The task
When you reach the entries below, transcribe each one exactly as it stands.

|---|

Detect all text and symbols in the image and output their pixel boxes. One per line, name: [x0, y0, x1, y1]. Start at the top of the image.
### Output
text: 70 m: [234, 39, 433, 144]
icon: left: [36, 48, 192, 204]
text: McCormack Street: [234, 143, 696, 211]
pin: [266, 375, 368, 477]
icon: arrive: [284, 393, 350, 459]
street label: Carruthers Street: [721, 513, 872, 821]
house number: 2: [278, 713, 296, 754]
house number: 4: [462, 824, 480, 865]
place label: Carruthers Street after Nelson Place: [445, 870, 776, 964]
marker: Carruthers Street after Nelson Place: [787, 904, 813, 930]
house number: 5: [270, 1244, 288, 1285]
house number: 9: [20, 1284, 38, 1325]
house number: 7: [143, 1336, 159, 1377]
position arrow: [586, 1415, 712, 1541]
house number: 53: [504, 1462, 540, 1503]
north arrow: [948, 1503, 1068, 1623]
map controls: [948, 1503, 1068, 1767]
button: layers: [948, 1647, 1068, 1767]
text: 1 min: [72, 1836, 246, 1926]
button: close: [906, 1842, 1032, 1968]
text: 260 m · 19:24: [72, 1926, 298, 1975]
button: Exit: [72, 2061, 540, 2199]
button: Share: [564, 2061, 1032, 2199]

|---|

Output of the exercise
Detect all text and symbols in the image and output their pixel boxes. One per line, name: [x0, y0, x1, y1]. Start at the top of the image.
### Output
text: 70 m: [234, 39, 433, 144]
icon: left: [36, 48, 192, 204]
text: McCormack Street: [234, 143, 696, 211]
pin: [266, 375, 368, 477]
icon: arrive: [284, 393, 350, 459]
street label: Carruthers Street: [721, 513, 872, 821]
house number: 2: [278, 713, 296, 754]
house number: 4: [462, 824, 480, 865]
place label: Carruthers Street after Nelson Place: [445, 870, 776, 964]
marker: Carruthers Street after Nelson Place: [787, 904, 813, 930]
house number: 5: [270, 1244, 288, 1285]
house number: 9: [20, 1284, 38, 1325]
house number: 7: [143, 1336, 159, 1377]
position arrow: [586, 1415, 712, 1541]
house number: 53: [504, 1462, 540, 1503]
north arrow: [948, 1503, 1068, 1623]
map controls: [948, 1503, 1068, 1767]
button: layers: [948, 1647, 1068, 1767]
text: 1 min: [72, 1836, 246, 1926]
button: close: [906, 1842, 1032, 1968]
text: 260 m · 19:24: [72, 1926, 298, 1975]
button: Exit: [72, 2061, 540, 2199]
button: Share: [564, 2061, 1032, 2199]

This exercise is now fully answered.